BEGIN Material provided
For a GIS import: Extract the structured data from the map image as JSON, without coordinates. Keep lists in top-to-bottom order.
END Material provided
BEGIN Material provided
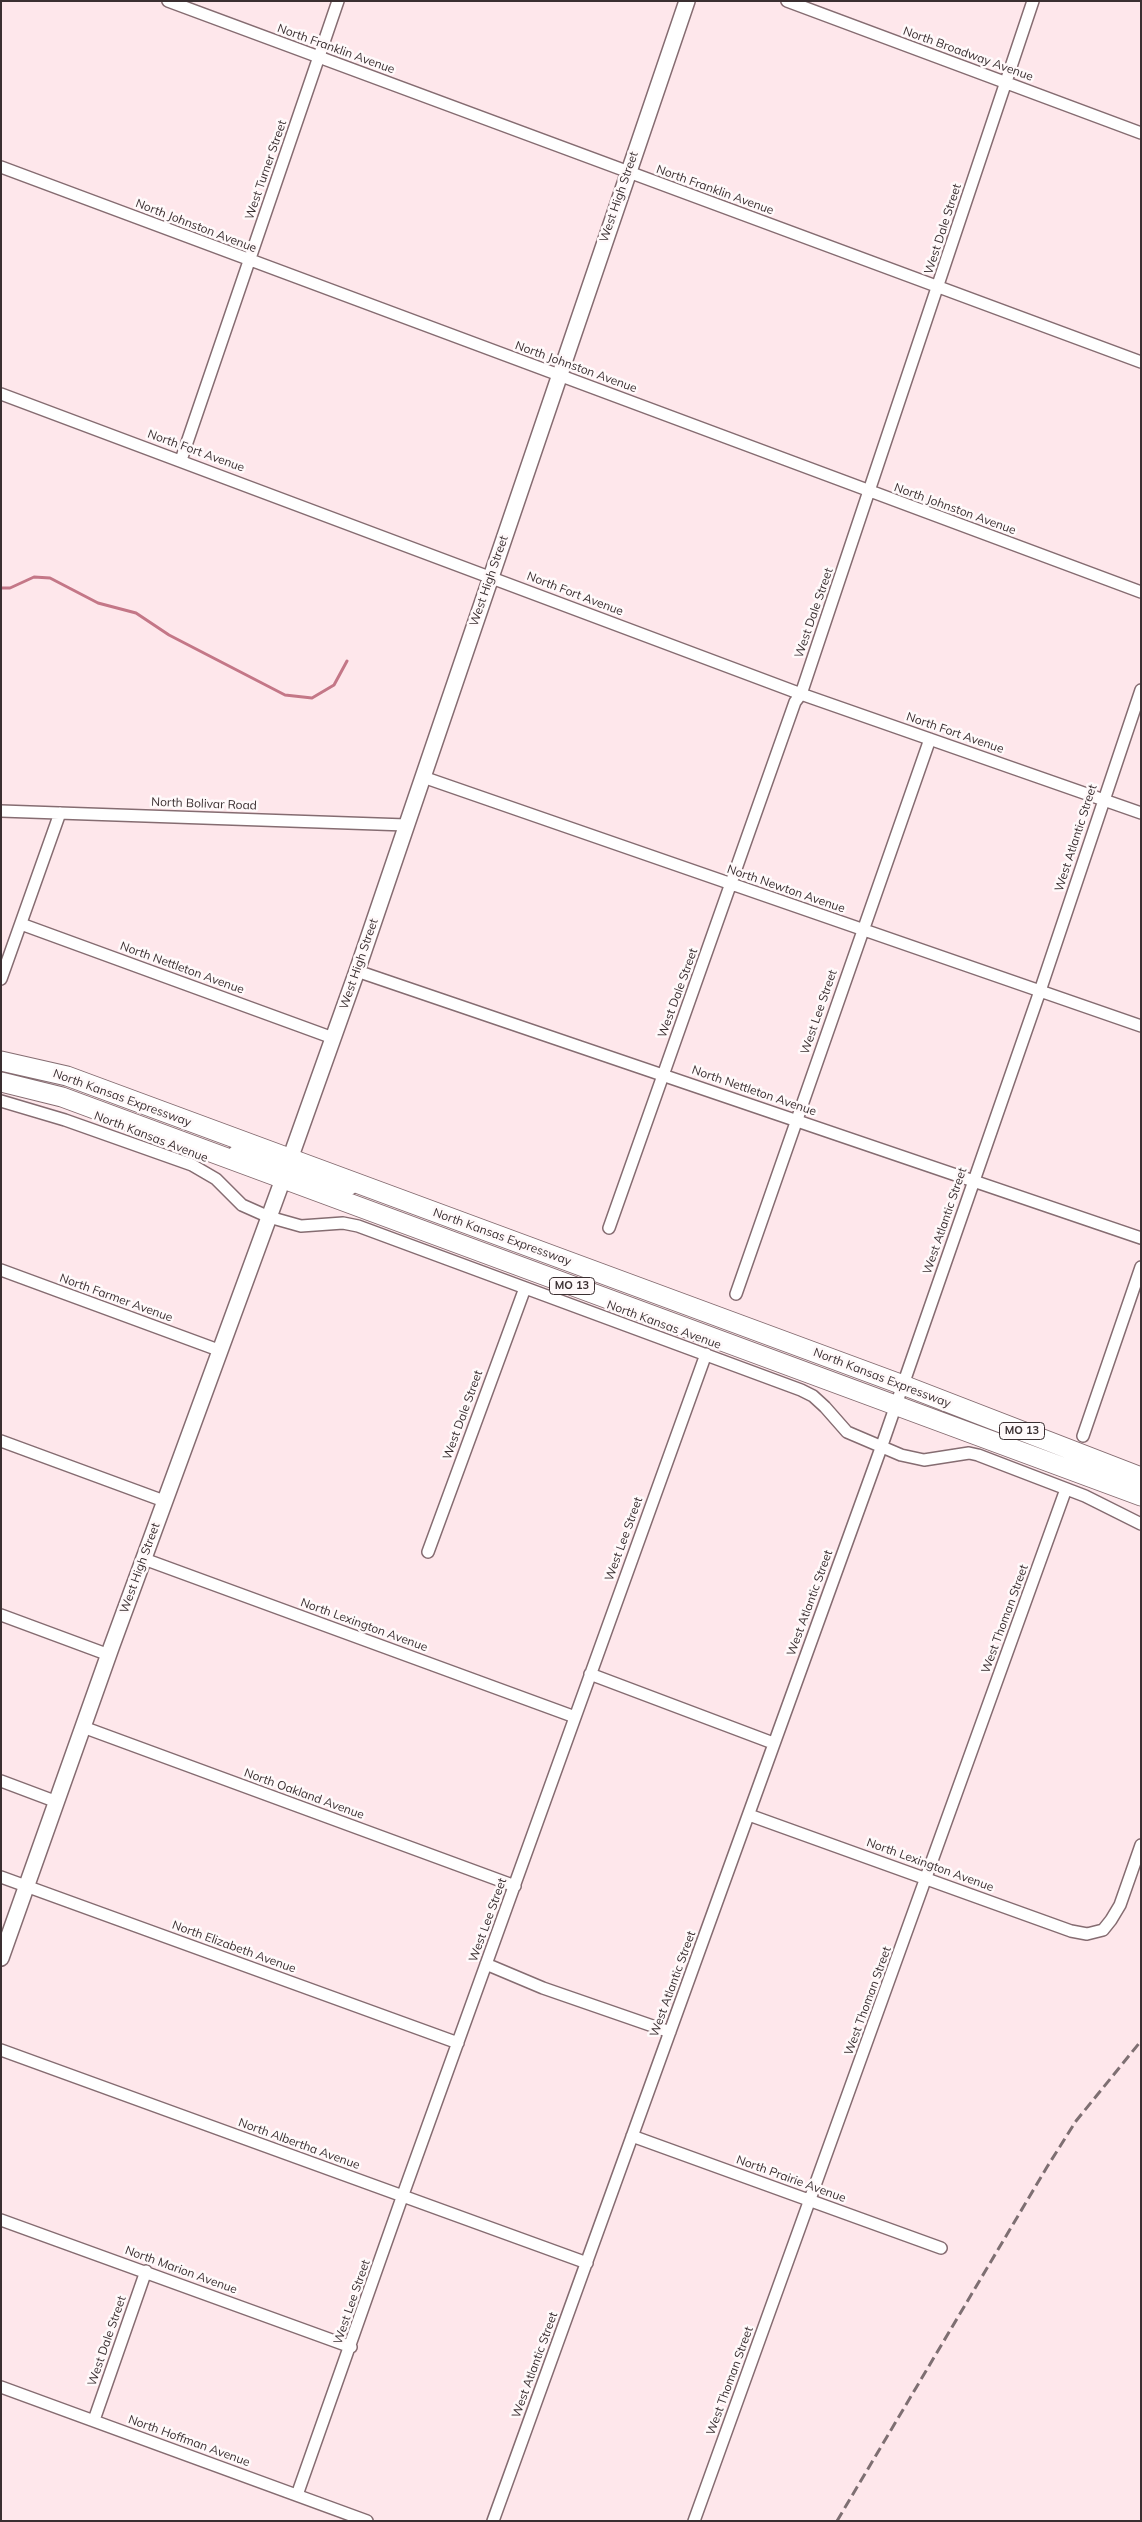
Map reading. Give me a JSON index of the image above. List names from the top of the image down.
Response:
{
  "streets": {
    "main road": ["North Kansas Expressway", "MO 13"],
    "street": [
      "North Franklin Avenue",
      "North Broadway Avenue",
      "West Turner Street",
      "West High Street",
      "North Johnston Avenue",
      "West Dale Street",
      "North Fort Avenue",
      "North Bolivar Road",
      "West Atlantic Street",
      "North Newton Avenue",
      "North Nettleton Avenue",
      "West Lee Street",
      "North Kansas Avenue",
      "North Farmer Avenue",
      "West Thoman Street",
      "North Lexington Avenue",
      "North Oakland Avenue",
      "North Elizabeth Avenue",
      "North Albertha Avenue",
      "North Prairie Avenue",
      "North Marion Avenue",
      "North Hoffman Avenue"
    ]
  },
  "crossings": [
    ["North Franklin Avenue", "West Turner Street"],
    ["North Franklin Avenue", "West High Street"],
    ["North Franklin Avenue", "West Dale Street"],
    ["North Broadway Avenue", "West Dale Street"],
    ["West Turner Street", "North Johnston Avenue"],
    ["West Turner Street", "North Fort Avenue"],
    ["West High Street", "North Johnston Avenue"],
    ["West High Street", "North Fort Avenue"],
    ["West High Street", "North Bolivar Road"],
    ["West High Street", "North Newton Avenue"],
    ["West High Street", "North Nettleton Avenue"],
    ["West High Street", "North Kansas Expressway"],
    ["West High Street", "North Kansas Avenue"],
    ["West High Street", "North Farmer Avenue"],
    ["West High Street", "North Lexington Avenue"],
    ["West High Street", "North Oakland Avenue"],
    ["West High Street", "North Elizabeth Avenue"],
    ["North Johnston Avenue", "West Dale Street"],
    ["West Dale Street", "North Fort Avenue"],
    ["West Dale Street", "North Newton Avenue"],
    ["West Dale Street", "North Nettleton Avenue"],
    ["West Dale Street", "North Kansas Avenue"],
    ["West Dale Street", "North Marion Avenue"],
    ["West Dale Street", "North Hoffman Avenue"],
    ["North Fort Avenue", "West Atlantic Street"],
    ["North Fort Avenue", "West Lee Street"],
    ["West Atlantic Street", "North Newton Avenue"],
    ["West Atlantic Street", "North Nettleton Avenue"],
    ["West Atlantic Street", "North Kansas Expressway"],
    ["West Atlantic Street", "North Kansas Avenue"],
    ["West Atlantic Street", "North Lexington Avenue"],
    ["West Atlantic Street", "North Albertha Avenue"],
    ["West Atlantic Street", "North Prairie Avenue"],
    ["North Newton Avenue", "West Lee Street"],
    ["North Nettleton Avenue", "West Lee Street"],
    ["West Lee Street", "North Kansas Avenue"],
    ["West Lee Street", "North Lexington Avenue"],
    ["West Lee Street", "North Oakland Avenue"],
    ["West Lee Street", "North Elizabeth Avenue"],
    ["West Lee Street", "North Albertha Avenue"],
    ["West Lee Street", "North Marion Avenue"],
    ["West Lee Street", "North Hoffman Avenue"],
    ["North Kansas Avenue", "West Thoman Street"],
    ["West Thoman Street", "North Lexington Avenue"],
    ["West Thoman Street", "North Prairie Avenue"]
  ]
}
END Material provided
BEGIN Material provided
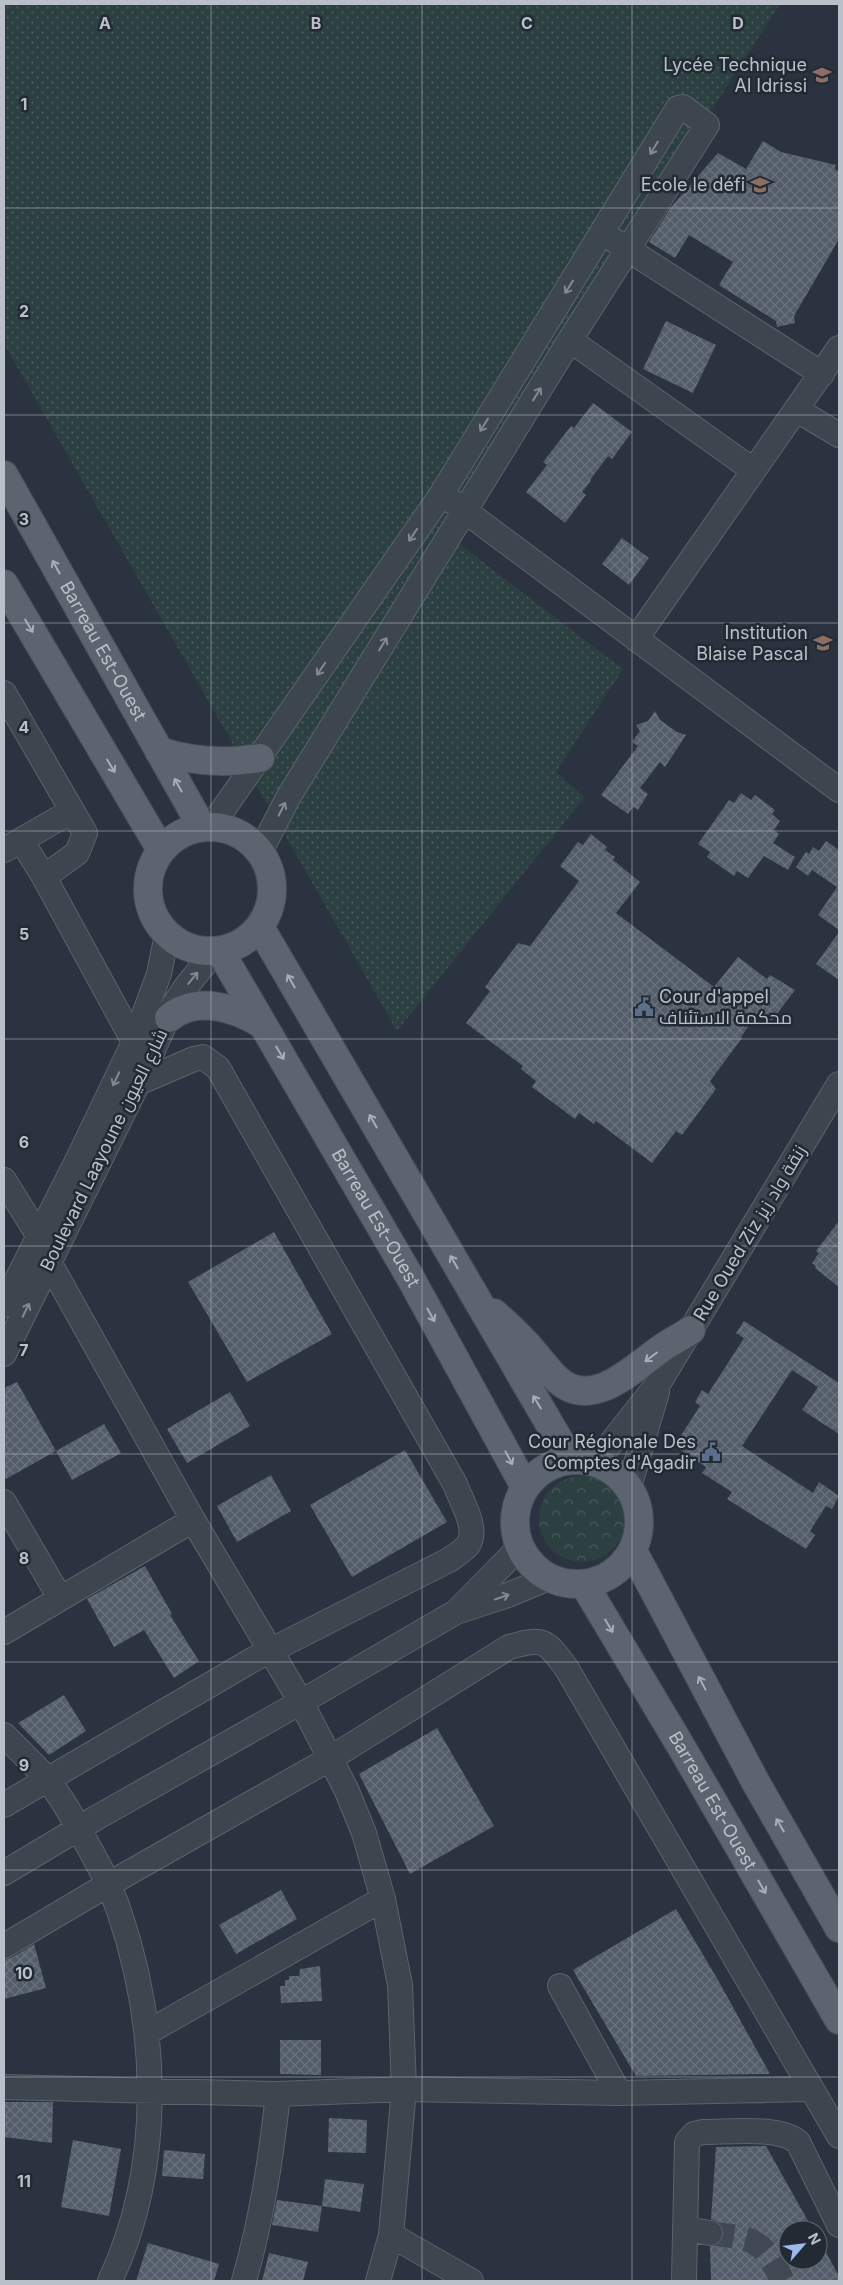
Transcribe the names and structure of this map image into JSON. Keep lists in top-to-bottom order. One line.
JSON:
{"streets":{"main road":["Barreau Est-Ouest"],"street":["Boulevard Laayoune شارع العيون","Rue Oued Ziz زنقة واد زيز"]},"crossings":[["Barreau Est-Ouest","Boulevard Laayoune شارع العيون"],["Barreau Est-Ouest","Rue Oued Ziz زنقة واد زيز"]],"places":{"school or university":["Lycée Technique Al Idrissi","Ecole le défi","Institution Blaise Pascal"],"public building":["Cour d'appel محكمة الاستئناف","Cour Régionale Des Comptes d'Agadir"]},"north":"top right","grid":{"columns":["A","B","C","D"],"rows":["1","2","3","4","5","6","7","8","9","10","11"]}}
END Material provided
For this exercise, copy every line of the data that holds "from".

For a GIS import: Extract the structured data from the map image as JSON, without coordinates. Keep lists in top-to-bottom order.
Map reading. Give me a JSON index of the image above. List names from the top of the image down.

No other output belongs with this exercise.